The House has passed legislation permitting the Internal Revenue Service to share taxpayer information with state and local law enforcement agencies to help find missing or exploited children, while maintaining safeguards for sensitive taxpayer information.
The bipartisan legislation, known as the Recovering Missing Children Act, was sponsored by Rep. Erik Paulsen, R-Minn.
According to the National Center for Missing and Exploited Children, more than 200,000 children are abducted by family members every year.
“Critical information that would help locate abducted children is right at law enforcement’s fingertips, but they aren’t able to access it,” said Paulsen in a statement. “The Recovering Missing Children Act fixes this problem by allowing investigators in missing children cases to use resources that could lead directly to the child and abductor. This bill is about bringing these children home and reuniting them with their loved ones.”
House Ways and Means Committee Chairman Kevin Brady, R-Texas, issued a statement Tuesday praising the House for passing the bill. "Today, the House took action to give law enforcement officials another tool they need to solve child abduction cases and bring missing and exploited children home safely,” said Brady.

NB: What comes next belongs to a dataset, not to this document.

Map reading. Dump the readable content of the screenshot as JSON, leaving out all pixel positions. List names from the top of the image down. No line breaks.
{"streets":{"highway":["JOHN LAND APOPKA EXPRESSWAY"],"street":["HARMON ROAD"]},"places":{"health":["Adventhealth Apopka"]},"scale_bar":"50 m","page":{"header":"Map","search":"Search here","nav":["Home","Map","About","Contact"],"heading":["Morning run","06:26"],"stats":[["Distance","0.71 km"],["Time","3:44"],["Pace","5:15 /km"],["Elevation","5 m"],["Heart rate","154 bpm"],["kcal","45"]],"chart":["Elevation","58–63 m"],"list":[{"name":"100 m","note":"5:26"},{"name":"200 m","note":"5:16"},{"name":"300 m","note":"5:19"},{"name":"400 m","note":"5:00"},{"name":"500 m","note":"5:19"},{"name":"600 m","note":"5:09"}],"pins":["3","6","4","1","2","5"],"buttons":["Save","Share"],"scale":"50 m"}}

“I appreciate Congressman Paulsen’s strong leadership on this issue. His bill struck just the right balance in helping children, supporting local law enforcement, and protecting sensitive taxpayer information. I urge the Senate to take swift action on this important legislation. Children and their families should no longer be at risk because of unintended consequences of our tax code.”
The Recovering Missing Children Act is supported by the National Center for Missing and Exploited Children along with law enforcement organizations like the Fraternal Order of Police, the Sergeants Benevolent Association, the National Association of Police Officers, and the Major County Sheriffs Association.